* [Activity]: Please look for the string "display" below and report every line in which it occurs.

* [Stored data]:

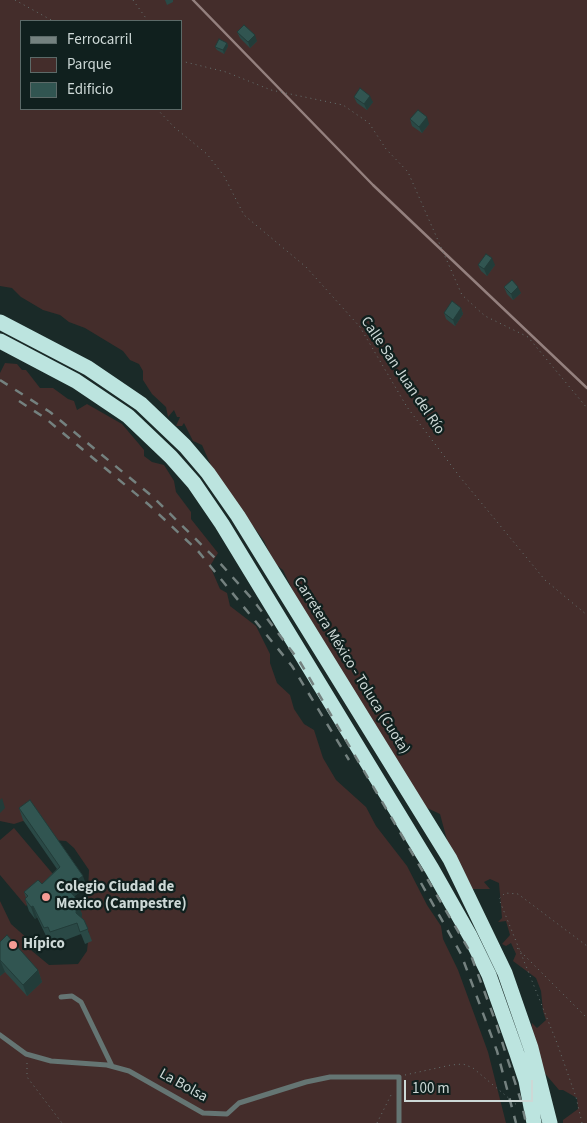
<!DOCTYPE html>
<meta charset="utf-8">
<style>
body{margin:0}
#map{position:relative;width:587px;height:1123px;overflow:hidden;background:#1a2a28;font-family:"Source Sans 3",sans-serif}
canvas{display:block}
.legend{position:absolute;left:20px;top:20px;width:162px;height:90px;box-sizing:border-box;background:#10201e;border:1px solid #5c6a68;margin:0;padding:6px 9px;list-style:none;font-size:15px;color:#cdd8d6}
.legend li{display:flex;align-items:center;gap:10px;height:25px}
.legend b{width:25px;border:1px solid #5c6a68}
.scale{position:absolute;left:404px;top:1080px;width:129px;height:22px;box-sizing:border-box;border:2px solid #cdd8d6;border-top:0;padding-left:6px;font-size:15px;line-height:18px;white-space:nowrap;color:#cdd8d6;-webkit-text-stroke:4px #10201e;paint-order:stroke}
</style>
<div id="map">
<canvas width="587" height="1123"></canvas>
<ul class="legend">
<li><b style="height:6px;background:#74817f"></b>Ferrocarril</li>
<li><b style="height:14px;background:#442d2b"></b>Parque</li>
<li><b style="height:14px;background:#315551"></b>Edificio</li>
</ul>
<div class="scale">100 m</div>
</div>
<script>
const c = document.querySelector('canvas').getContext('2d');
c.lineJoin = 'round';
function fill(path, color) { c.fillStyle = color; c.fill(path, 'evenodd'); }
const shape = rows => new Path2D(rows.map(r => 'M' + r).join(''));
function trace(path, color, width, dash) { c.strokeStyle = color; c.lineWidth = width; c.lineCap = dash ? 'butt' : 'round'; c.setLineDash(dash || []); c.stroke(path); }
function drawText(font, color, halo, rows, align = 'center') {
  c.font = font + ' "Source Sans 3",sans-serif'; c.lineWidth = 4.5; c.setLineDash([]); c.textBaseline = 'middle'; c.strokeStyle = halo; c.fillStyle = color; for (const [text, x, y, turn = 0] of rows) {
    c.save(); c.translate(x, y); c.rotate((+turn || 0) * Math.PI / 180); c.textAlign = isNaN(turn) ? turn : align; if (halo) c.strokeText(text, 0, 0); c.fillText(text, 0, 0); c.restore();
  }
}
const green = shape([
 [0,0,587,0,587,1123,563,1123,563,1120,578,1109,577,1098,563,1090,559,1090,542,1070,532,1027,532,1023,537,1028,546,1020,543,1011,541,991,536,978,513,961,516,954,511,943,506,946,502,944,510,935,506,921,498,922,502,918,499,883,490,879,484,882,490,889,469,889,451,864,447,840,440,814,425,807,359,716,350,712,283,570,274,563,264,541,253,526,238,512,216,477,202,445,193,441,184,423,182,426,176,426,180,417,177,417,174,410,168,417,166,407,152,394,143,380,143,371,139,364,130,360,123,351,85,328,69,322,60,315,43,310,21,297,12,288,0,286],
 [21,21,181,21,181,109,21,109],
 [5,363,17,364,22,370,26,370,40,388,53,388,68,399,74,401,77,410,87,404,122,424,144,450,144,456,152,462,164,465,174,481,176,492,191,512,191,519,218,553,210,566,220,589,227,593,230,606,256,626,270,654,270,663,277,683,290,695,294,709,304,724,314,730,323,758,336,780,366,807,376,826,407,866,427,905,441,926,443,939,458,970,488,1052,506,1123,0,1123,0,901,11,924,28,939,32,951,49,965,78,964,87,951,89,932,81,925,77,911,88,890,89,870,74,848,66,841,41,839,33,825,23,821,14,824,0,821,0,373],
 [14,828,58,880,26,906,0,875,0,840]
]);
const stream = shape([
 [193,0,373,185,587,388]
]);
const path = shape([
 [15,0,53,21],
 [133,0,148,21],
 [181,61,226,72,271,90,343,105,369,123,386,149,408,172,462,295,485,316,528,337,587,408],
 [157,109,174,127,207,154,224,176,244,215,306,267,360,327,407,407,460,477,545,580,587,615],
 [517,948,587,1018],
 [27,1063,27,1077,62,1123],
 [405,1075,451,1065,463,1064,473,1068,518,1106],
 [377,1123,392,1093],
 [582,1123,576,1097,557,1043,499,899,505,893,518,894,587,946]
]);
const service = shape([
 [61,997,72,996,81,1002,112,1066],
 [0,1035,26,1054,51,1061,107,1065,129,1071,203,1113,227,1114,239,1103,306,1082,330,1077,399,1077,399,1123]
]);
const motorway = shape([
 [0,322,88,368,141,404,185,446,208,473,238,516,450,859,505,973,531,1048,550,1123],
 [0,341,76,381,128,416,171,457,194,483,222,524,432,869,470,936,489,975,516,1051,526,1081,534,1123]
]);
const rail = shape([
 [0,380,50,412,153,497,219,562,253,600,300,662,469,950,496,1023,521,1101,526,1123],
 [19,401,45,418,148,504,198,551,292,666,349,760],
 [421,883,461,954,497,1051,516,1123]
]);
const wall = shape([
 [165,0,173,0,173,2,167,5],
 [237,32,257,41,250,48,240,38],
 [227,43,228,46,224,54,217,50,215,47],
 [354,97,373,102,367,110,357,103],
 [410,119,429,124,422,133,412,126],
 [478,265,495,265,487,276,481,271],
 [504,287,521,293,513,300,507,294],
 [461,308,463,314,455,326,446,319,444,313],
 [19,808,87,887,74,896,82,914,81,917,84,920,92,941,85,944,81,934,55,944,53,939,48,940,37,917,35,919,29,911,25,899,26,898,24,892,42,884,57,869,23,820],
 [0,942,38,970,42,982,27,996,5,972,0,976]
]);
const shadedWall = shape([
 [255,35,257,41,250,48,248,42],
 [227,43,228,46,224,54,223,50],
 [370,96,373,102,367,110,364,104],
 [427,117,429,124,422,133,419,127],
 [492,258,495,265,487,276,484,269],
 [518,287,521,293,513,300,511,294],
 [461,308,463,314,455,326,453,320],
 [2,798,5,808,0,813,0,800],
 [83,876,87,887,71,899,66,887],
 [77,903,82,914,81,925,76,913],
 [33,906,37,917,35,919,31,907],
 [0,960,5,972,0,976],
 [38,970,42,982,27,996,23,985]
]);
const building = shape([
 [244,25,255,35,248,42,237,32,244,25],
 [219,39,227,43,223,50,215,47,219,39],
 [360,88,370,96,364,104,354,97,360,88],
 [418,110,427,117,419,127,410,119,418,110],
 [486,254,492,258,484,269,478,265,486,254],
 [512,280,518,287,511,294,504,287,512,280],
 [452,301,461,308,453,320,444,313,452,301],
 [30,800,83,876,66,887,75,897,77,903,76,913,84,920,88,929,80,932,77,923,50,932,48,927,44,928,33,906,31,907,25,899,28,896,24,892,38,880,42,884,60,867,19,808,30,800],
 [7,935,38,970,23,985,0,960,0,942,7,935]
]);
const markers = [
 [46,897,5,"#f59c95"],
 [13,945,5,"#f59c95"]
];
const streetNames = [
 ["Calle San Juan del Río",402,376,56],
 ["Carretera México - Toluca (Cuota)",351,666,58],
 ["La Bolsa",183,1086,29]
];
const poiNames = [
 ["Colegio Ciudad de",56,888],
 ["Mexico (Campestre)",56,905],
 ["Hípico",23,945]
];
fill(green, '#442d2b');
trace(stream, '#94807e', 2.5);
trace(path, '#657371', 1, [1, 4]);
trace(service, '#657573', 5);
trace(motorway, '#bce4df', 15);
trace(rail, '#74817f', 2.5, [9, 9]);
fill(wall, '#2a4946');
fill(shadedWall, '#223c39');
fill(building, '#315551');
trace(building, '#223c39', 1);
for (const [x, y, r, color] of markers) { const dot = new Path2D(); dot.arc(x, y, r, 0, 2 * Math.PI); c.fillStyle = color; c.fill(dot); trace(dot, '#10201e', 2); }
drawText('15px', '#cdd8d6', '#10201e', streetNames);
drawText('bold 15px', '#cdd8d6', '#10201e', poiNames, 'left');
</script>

* [Exercise solution]:
canvas{display:block}
.legend li{display:flex;align-items:center;gap:10px;height:25px}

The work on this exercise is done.